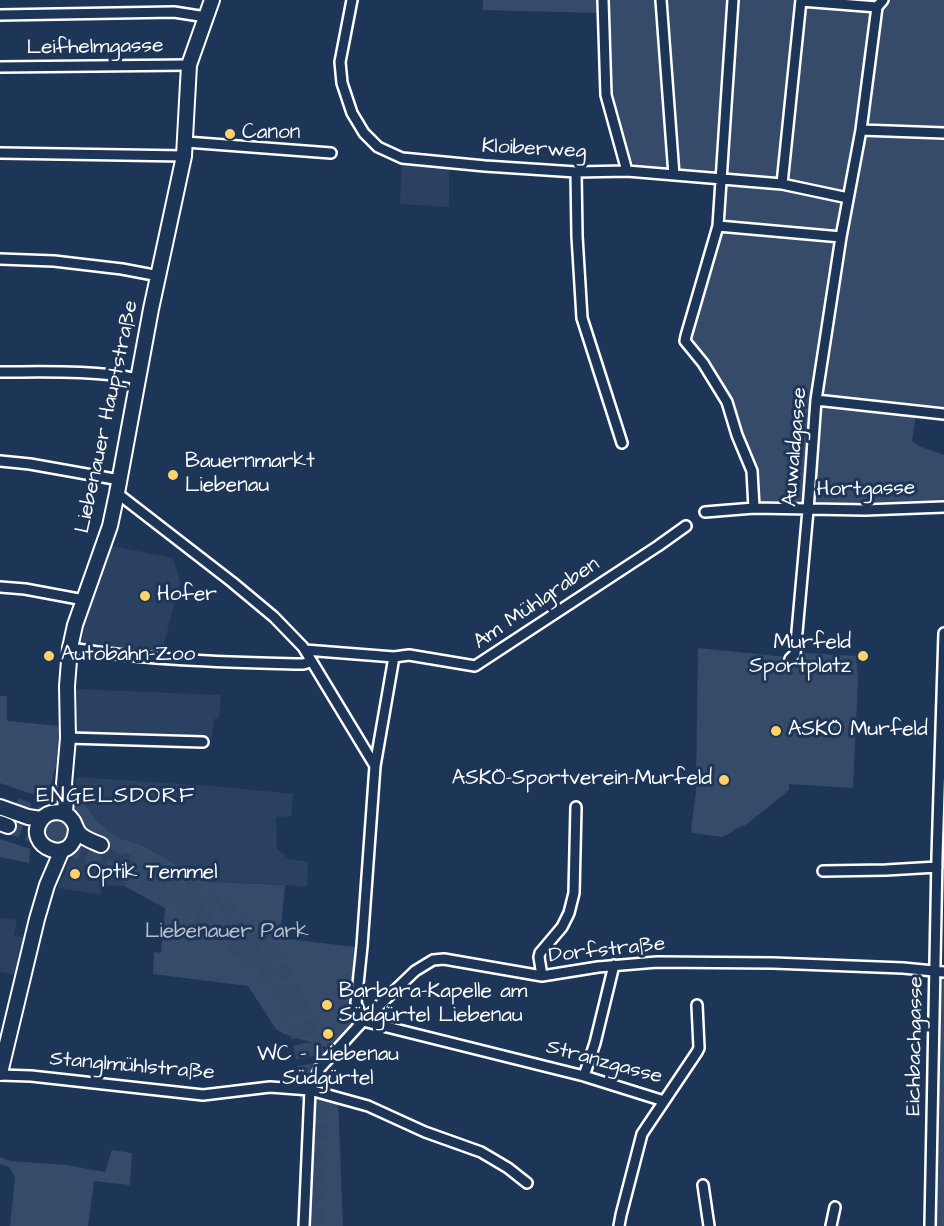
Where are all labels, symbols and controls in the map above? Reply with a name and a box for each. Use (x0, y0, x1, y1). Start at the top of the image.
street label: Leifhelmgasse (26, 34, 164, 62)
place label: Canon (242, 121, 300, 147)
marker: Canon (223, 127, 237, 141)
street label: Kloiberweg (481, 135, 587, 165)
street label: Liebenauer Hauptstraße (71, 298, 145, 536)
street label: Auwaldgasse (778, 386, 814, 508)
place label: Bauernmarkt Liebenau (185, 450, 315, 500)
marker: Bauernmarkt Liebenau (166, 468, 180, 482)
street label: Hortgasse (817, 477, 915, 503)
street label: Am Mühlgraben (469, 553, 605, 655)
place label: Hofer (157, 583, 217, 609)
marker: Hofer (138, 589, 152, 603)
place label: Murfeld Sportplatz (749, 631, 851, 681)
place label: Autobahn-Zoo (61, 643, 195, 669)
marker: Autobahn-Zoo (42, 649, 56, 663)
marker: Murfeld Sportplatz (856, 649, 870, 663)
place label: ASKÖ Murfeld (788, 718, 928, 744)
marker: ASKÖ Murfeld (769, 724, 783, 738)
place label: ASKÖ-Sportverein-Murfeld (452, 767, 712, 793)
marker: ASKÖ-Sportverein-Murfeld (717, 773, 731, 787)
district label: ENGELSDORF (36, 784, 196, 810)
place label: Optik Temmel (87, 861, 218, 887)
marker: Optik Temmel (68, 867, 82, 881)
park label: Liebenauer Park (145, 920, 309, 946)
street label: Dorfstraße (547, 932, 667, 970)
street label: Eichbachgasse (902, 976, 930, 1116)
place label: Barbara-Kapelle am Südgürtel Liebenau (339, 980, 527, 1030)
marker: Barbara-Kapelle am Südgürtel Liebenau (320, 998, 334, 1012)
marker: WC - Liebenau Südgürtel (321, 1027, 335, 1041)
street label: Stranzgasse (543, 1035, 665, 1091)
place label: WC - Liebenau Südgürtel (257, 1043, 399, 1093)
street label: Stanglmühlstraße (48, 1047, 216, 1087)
____
> **What you need to do**
For each line above that includes the word "Südgürtel", make a copy of that line.

> **Solution to this task**
place label: Barbara-Kapelle am Südgürtel Liebenau (339, 980, 527, 1030)
marker: Barbara-Kapelle am Südgürtel Liebenau (320, 998, 334, 1012)
marker: WC - Liebenau Südgürtel (321, 1027, 335, 1041)
place label: WC - Liebenau Südgürtel (257, 1043, 399, 1093)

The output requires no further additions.